Le couplage offre une autre collaboration du trio Calzabigi-Angiolini-Gluck : la Sémiramis, d’après Voltaire, créée le 31 janvier 1765, toujours à VIenne, à l’occasion du second mariage du futur Empereur Joseph II. Une action tragique bien résumée dans la notice : Sémiramis, coupable de l’assassinat de son époux Ninus, recherche une nouvelle union et choisit un aspirant qui est en réalité son propre fils Ninas. Sur la tombe de Ninus se présente l’esprit de celui-ci, clamant vengeance contre la personne responsable de sa mort, que Ninas exécute, assassinant ainsi sa propre mère. Un bien curieux contenu pour un moment heureux, ce qui, on peut le comprendre, causa un sentiment d’étrangeté et de malaise, entraînant de la désapprobation, le sujet étant jugé inapproprié pour la circonstance. Dégagé du contexte des épousailles de l’époque, ce court ballet-pantomime (une vingtaine de minutes) s’inscrit dans une continuité dramatique cohérente pour le projet du présent album. Même structure musicale que pour Don Juan : une Sinfonia en ouverture selon le modèle français, suivie de quinze morceaux contrastés, où la gravité et l’énergie se révèlent les caractéristiques d’un univers morbide. Le poids tragique est rendu avec beaucoup de justesse. Gluck s’en souviendra lorsqu’il composera Iphigénie en Tauride près de quinze ans plus tard.
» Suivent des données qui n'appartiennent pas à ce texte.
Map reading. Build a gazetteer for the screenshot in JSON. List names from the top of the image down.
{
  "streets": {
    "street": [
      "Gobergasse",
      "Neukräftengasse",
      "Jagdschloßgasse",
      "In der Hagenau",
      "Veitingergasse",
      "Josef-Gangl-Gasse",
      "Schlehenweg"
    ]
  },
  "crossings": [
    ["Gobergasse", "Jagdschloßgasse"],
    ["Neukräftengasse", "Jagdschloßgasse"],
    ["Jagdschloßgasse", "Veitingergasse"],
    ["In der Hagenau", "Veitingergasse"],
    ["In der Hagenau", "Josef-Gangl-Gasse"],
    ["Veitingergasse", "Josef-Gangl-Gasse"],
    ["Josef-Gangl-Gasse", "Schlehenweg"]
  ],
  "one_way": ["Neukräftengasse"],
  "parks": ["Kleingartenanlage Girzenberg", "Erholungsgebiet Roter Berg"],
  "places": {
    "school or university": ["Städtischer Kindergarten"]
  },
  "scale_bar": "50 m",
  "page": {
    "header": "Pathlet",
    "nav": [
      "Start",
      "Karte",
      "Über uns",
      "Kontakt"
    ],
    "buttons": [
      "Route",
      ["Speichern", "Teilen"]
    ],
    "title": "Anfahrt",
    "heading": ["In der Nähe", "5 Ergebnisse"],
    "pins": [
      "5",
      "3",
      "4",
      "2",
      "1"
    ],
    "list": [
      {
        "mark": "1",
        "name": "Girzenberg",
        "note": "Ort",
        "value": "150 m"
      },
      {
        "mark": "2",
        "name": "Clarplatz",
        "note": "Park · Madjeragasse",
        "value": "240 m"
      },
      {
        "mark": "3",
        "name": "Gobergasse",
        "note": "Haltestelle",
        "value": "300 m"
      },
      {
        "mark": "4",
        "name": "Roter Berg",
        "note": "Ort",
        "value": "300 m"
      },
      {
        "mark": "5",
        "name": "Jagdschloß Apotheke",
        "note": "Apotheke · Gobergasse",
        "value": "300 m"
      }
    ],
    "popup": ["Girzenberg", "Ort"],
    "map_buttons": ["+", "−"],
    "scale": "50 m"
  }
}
Difficile de départager les versions existantes. Gardiner conservera les préférences pour la subtilité de son Don Juan, Bruno Weil continuera de convaincre pour les deux ballets-pantomimes couplés, à égalité avec Jordi Savall. L’enregistrement a été effectué du 28 au 31 janvier de cette année, à la collégiale du château de Cardona, en Catalogne. Comme toujours chez Alia Vox, le livret est abondamment illustré par des reproductions en couleurs de pages autographes et par des photographies des musiciens en action. Quant à Gluck, il est présent, grâce au beau portrait qu’en a fait Joseph Siffred Duplessis en 1775, conservé au Musée d’histoire de l’art de Vienne ; deux ans plus tard, le peintre (1725-1802) sera chargé d’immortaliser Louis XVI dans son fastueux habit de sacre.